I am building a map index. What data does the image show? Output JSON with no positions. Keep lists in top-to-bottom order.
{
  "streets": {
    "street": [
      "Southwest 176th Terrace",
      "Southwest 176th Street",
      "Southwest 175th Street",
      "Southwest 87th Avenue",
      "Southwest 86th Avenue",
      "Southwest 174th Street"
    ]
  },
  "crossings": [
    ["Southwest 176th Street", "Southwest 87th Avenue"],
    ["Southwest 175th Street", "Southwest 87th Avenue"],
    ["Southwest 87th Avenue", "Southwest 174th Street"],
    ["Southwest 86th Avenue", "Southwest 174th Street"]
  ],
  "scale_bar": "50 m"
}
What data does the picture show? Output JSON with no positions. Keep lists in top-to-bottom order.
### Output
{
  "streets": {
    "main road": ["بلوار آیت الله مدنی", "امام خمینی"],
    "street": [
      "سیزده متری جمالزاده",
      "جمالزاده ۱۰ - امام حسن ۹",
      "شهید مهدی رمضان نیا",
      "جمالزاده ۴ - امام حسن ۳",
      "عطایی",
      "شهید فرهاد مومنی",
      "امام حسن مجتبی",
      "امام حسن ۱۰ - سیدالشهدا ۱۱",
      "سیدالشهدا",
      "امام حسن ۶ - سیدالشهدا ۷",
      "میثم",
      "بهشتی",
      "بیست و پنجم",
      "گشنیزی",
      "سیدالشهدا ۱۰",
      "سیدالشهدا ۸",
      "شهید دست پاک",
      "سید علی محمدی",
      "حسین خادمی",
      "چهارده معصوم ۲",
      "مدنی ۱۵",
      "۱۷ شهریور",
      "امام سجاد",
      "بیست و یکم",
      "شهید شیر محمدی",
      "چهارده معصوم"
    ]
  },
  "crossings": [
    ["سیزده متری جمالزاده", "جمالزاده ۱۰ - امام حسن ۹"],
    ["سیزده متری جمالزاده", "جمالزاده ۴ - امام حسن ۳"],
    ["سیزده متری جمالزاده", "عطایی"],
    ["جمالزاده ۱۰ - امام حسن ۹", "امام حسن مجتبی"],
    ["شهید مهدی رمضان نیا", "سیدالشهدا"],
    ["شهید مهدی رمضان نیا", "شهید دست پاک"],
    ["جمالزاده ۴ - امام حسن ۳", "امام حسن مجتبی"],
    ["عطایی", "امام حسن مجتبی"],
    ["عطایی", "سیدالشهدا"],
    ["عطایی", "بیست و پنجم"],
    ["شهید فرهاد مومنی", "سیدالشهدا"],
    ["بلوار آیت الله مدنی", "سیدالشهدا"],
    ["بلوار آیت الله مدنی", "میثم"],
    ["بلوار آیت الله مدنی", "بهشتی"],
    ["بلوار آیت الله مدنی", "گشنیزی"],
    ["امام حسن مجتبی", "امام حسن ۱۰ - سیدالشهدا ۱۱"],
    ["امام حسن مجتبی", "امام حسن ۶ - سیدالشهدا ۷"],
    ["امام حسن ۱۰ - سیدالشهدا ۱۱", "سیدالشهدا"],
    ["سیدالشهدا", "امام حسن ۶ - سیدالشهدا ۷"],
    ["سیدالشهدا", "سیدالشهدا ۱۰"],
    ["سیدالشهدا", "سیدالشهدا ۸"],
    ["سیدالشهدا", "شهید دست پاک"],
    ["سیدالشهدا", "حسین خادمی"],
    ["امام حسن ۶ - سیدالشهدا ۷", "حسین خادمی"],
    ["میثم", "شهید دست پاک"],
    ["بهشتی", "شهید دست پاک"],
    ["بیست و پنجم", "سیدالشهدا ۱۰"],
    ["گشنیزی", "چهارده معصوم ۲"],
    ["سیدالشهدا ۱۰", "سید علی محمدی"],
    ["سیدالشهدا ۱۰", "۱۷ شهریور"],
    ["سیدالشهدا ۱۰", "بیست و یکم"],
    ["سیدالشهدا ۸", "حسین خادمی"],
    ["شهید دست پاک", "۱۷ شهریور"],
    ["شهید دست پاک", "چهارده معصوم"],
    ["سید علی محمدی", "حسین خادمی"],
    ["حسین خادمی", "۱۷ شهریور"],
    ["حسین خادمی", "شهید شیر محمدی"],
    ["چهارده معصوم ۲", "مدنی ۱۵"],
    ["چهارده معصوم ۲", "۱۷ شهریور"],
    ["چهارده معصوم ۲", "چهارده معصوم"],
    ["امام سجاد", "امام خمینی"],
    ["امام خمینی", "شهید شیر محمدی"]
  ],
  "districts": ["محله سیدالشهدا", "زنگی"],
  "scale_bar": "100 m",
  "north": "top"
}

- _Problem requirements_
Every entry should be duplicated exactly as written.

- _Written response_
I am building a map index. What data does the image show? Output JSON with no positions. Keep lists in top-to-bottom order.
{
  "streets": {
    "street": [
      "Southwest 176th Terrace",
      "Southwest 176th Street",
      "Southwest 175th Street",
      "Southwest 87th Avenue",
      "Southwest 86th Avenue",
      "Southwest 174th Street"
    ]
  },
  "crossings": [
    ["Southwest 176th Street", "Southwest 87th Avenue"],
    ["Southwest 175th Street", "Southwest 87th Avenue"],
    ["Southwest 87th Avenue", "Southwest 174th Street"],
    ["Southwest 86th Avenue", "Southwest 174th Street"]
  ],
  "scale_bar": "50 m"
}
What data does the picture show? Output JSON with no positions. Keep lists in top-to-bottom order.
### Output
{
  "streets": {
    "main road": ["بلوار آیت الله مدنی", "امام خمینی"],
    "street": [
      "سیزده متری جمالزاده",
      "جمالزاده ۱۰ - امام حسن ۹",
      "شهید مهدی رمضان نیا",
      "جمالزاده ۴ - امام حسن ۳",
      "عطایی",
      "شهید فرهاد مومنی",
      "امام حسن مجتبی",
      "امام حسن ۱۰ - سیدالشهدا ۱۱",
      "سیدالشهدا",
      "امام حسن ۶ - سیدالشهدا ۷",
      "میثم",
      "بهشتی",
      "بیست و پنجم",
      "گشنیزی",
      "سیدالشهدا ۱۰",
      "سیدالشهدا ۸",
      "شهید دست پاک",
      "سید علی محمدی",
      "حسین خادمی",
      "چهارده معصوم ۲",
      "مدنی ۱۵",
      "۱۷ شهریور",
      "امام سجاد",
      "بیست و یکم",
      "شهید شیر محمدی",
      "چهارده معصوم"
    ]
  },
  "crossings": [
    ["سیزده متری جمالزاده", "جمالزاده ۱۰ - امام حسن ۹"],
    ["سیزده متری جمالزاده", "جمالزاده ۴ - امام حسن ۳"],
    ["سیزده متری جمالزاده", "عطایی"],
    ["جمالزاده ۱۰ - امام حسن ۹", "امام حسن مجتبی"],
    ["شهید مهدی رمضان نیا", "سیدالشهدا"],
    ["شهید مهدی رمضان نیا", "شهید دست پاک"],
    ["جمالزاده ۴ - امام حسن ۳", "امام حسن مجتبی"],
    ["عطایی", "امام حسن مجتبی"],
    ["عطایی", "سیدالشهدا"],
    ["عطایی", "بیست و پنجم"],
    ["شهید فرهاد مومنی", "سیدالشهدا"],
    ["بلوار آیت الله مدنی", "سیدالشهدا"],
    ["بلوار آیت الله مدنی", "میثم"],
    ["بلوار آیت الله مدنی", "بهشتی"],
    ["بلوار آیت الله مدنی", "گشنیزی"],
    ["امام حسن مجتبی", "امام حسن ۱۰ - سیدالشهدا ۱۱"],
    ["امام حسن مجتبی", "امام حسن ۶ - سیدالشهدا ۷"],
    ["امام حسن ۱۰ - سیدالشهدا ۱۱", "سیدالشهدا"],
    ["سیدالشهدا", "امام حسن ۶ - سیدالشهدا ۷"],
    ["سیدالشهدا", "سیدالشهدا ۱۰"],
    ["سیدالشهدا", "سیدالشهدا ۸"],
    ["سیدالشهدا", "شهید دست پاک"],
    ["سیدالشهدا", "حسین خادمی"],
    ["امام حسن ۶ - سیدالشهدا ۷", "حسین خادمی"],
    ["میثم", "شهید دست پاک"],
    ["بهشتی", "شهید دست پاک"],
    ["بیست و پنجم", "سیدالشهدا ۱۰"],
    ["گشنیزی", "چهارده معصوم ۲"],
    ["سیدالشهدا ۱۰", "سید علی محمدی"],
    ["سیدالشهدا ۱۰", "۱۷ شهریور"],
    ["سیدالشهدا ۱۰", "بیست و یکم"],
    ["سیدالشهدا ۸", "حسین خادمی"],
    ["شهید دست پاک", "۱۷ شهریور"],
    ["شهید دست پاک", "چهارده معصوم"],
    ["سید علی محمدی", "حسین خادمی"],
    ["حسین خادمی", "۱۷ شهریور"],
    ["حسین خادمی", "شهید شیر محمدی"],
    ["چهارده معصوم ۲", "مدنی ۱۵"],
    ["چهارده معصوم ۲", "۱۷ شهریور"],
    ["چهارده معصوم ۲", "چهارده معصوم"],
    ["امام سجاد", "امام خمینی"],
    ["امام خمینی", "شهید شیر محمدی"]
  ],
  "districts": ["محله سیدالشهدا", "زنگی"],
  "scale_bar": "100 m",
  "north": "top"
}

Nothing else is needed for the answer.